Activity
Please report each line of the data below that contains "butt".

Collected data entries
§
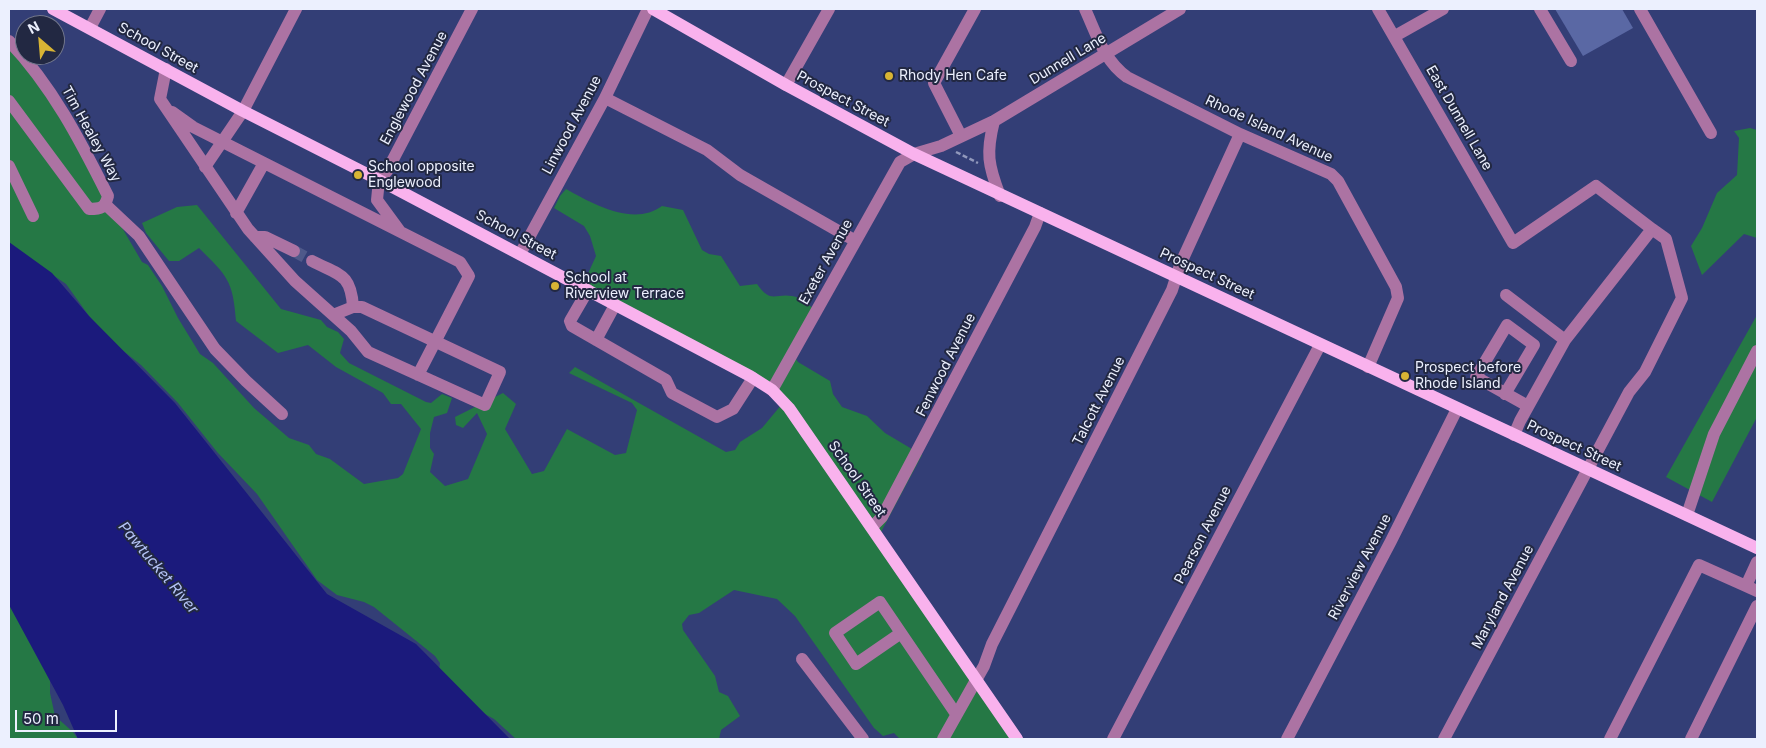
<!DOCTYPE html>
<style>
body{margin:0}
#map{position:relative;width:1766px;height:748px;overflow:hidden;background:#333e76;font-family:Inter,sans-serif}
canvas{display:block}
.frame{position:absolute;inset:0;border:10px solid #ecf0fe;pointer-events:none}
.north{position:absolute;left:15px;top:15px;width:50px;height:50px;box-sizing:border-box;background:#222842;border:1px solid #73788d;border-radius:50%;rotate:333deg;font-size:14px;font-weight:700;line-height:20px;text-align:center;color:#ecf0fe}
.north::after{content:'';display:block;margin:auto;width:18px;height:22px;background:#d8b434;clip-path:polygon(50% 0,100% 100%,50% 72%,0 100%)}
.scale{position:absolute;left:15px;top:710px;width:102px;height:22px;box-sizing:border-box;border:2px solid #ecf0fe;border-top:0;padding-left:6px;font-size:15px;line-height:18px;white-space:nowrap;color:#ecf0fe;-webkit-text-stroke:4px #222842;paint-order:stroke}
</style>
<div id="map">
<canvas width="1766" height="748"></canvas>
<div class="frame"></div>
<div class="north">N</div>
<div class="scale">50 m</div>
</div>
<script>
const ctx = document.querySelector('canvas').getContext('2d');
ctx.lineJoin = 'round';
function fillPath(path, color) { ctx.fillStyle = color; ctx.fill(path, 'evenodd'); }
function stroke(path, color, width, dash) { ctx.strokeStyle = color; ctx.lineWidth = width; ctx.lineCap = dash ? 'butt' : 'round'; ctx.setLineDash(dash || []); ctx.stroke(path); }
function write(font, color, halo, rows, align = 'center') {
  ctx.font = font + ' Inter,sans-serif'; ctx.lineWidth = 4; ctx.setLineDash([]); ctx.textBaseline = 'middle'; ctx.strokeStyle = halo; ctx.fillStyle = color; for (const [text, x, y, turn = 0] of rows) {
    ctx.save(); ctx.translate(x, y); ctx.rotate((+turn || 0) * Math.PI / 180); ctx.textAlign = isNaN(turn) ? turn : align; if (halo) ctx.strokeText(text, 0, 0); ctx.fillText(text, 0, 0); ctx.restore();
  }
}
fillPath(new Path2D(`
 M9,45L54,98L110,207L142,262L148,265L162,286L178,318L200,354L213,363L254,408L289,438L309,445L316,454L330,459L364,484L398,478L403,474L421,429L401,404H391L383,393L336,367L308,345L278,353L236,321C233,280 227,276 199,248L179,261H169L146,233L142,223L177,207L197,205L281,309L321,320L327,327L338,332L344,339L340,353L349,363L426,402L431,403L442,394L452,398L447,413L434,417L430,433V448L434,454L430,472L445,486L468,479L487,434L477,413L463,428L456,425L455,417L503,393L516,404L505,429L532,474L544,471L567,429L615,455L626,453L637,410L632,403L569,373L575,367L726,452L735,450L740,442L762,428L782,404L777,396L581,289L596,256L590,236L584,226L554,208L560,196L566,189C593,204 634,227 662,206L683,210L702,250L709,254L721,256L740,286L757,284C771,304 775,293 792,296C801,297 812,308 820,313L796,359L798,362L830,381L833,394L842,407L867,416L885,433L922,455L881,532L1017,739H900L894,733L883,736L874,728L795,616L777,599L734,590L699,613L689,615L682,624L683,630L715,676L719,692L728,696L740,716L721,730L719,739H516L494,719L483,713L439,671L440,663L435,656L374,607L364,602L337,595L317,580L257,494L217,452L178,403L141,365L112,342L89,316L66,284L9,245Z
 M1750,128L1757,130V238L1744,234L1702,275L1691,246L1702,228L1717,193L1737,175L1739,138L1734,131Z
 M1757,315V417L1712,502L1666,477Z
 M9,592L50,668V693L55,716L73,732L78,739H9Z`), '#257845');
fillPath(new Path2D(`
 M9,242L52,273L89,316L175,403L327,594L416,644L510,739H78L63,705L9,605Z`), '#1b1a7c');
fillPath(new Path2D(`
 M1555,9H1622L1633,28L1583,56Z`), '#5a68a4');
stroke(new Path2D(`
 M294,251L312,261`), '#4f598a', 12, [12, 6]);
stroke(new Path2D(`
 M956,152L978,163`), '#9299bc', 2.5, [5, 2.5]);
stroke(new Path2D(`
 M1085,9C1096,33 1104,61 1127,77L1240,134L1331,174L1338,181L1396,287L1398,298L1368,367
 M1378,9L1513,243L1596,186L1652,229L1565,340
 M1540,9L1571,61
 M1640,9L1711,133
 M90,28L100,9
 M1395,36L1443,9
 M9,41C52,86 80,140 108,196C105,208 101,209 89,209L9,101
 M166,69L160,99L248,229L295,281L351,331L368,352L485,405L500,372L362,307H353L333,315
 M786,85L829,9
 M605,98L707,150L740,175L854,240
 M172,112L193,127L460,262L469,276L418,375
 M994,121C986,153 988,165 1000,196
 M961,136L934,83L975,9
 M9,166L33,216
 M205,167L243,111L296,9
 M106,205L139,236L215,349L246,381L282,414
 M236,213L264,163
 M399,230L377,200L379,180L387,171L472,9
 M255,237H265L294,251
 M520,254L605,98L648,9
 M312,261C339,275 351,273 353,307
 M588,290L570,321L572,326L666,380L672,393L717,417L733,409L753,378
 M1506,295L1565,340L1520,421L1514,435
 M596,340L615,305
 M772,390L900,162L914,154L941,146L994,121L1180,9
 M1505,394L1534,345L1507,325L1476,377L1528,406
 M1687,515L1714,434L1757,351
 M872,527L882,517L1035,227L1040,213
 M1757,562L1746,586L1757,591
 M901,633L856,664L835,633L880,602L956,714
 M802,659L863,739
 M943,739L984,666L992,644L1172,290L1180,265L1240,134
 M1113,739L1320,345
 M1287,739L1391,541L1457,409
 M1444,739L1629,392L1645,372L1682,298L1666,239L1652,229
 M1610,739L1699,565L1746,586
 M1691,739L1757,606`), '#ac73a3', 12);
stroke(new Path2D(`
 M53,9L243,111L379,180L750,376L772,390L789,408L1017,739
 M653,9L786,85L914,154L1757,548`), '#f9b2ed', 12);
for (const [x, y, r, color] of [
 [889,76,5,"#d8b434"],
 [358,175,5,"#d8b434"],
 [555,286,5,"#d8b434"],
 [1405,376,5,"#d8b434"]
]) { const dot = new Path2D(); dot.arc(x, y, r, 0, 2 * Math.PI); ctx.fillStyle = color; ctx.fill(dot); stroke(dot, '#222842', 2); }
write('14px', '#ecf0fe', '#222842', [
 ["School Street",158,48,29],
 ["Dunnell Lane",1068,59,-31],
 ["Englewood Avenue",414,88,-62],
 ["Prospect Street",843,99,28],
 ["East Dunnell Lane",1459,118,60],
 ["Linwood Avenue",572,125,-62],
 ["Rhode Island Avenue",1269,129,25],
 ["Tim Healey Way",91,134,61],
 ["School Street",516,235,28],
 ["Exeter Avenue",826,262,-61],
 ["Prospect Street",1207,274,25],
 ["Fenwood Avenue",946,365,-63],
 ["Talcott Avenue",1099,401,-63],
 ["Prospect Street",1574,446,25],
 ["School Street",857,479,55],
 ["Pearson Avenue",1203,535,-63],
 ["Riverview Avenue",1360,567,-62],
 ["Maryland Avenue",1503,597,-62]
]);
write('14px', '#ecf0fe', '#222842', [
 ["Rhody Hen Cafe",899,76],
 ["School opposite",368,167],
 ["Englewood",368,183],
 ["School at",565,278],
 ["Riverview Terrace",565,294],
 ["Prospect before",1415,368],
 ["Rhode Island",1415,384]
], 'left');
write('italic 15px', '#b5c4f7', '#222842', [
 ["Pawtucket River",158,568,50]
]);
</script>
§
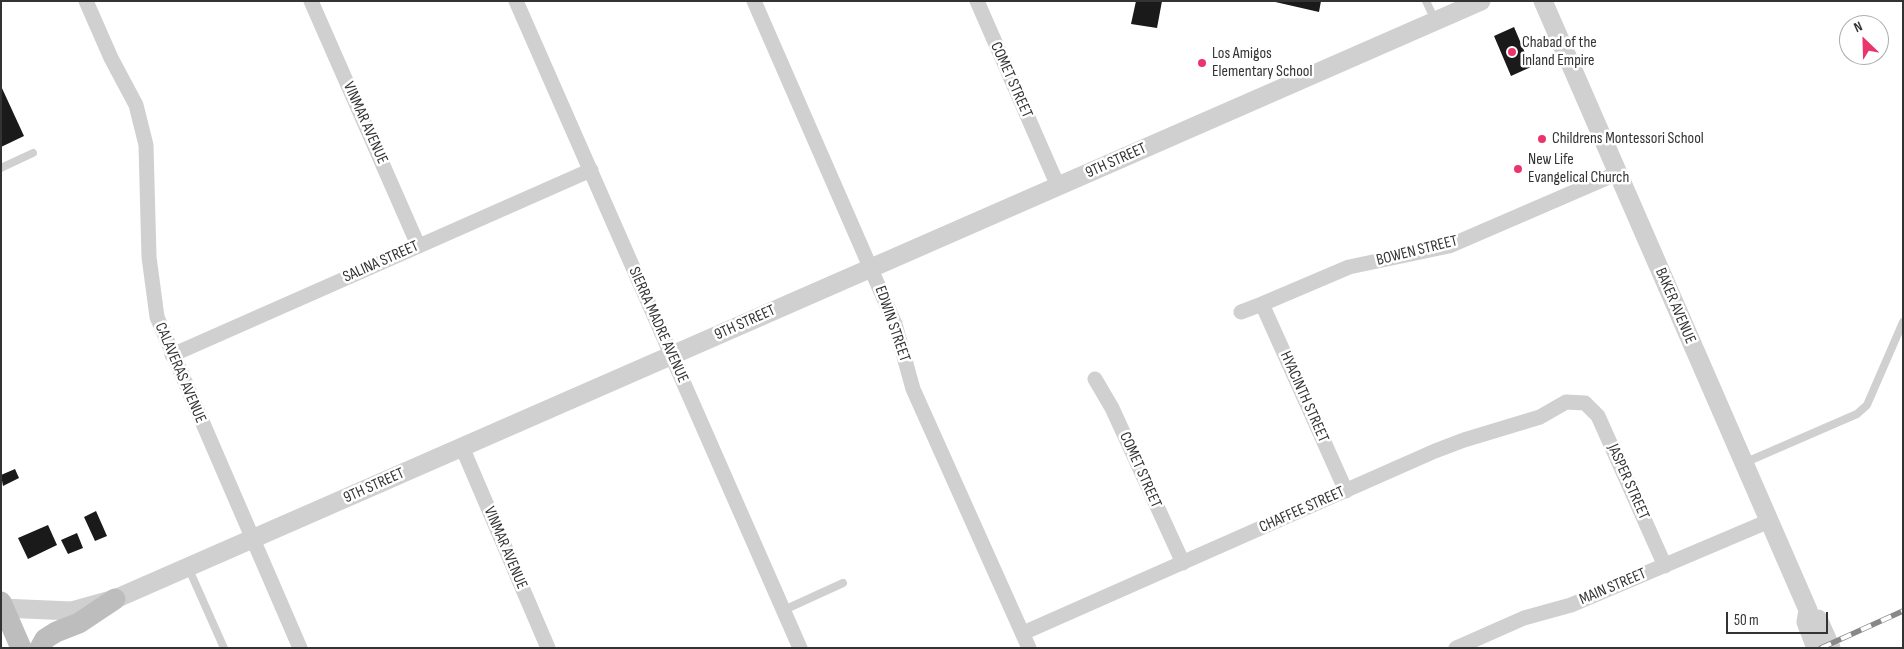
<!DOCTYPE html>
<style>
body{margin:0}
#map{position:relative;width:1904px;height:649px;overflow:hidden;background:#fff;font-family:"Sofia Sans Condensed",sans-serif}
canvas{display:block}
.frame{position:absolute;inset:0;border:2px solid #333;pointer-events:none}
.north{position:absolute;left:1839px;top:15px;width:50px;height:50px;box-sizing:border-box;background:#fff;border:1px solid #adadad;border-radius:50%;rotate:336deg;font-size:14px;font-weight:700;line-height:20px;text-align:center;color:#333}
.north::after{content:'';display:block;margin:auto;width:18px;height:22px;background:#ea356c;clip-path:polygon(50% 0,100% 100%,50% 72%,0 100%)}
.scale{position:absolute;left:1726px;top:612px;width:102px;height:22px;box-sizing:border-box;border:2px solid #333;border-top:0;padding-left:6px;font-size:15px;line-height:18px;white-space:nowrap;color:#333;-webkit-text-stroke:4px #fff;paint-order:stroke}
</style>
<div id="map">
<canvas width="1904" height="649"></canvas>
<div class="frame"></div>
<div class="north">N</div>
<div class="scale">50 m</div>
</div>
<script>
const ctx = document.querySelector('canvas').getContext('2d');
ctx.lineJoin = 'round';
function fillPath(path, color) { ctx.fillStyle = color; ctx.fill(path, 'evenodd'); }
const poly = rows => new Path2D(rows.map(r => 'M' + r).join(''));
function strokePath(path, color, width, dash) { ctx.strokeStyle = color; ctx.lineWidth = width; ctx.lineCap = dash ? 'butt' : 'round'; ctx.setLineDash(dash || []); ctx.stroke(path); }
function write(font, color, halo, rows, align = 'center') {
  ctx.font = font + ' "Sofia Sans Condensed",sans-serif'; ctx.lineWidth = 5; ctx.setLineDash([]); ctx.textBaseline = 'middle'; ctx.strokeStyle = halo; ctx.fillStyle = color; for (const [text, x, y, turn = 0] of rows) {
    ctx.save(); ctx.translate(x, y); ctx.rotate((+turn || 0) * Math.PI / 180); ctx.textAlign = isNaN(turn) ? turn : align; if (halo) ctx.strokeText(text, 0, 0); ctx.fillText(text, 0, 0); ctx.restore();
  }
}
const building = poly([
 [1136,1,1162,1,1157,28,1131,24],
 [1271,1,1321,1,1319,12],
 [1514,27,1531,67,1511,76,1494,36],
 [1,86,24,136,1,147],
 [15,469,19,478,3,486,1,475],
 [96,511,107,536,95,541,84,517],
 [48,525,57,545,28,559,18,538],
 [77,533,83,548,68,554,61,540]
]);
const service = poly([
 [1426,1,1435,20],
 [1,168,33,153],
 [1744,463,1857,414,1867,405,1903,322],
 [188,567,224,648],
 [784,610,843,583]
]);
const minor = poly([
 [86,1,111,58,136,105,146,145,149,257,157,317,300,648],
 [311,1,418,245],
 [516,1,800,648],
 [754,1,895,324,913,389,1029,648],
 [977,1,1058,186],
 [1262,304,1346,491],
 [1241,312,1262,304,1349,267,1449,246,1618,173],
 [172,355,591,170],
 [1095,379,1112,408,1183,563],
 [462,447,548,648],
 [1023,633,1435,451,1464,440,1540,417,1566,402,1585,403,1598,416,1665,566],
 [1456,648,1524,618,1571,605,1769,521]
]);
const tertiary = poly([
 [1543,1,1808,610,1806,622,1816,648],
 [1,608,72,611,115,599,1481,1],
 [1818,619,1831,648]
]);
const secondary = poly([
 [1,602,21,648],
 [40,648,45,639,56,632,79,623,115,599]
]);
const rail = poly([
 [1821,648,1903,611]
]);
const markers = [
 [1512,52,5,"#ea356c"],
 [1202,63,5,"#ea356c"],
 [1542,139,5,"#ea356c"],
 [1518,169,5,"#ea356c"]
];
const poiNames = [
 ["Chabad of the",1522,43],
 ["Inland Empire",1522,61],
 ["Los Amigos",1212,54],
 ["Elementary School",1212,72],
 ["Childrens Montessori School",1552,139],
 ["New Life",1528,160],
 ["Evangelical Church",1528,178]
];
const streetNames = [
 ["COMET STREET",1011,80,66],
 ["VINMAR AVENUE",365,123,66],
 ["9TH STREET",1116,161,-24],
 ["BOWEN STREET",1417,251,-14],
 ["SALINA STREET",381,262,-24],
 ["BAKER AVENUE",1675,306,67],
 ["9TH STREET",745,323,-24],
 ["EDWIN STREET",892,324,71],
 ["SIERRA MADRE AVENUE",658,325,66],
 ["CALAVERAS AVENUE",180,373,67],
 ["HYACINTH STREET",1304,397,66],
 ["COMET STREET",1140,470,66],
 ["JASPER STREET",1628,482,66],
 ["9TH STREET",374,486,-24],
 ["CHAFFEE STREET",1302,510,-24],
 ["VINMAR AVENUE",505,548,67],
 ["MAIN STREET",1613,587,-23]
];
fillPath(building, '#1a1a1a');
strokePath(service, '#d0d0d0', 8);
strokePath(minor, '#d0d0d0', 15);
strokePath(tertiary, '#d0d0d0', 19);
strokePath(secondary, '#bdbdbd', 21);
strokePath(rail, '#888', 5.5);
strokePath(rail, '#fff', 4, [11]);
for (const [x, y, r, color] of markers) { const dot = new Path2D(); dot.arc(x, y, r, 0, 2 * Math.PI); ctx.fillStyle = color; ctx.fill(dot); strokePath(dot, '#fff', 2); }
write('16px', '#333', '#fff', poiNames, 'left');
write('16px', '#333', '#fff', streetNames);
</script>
§
Expected output
function stroke(path, color, width, dash) { ctx.strokeStyle = color; ctx.lineWidth = width; ctx.lineCap = dash ? 'butt' : 'round'; ctx.setLineDash(dash || []); ctx.stroke(path); }
function strokePath(path, color, width, dash) { ctx.strokeStyle = color; ctx.lineWidth = width; ctx.lineCap = dash ? 'butt' : 'round'; ctx.setLineDash(dash || []); ctx.stroke(path); }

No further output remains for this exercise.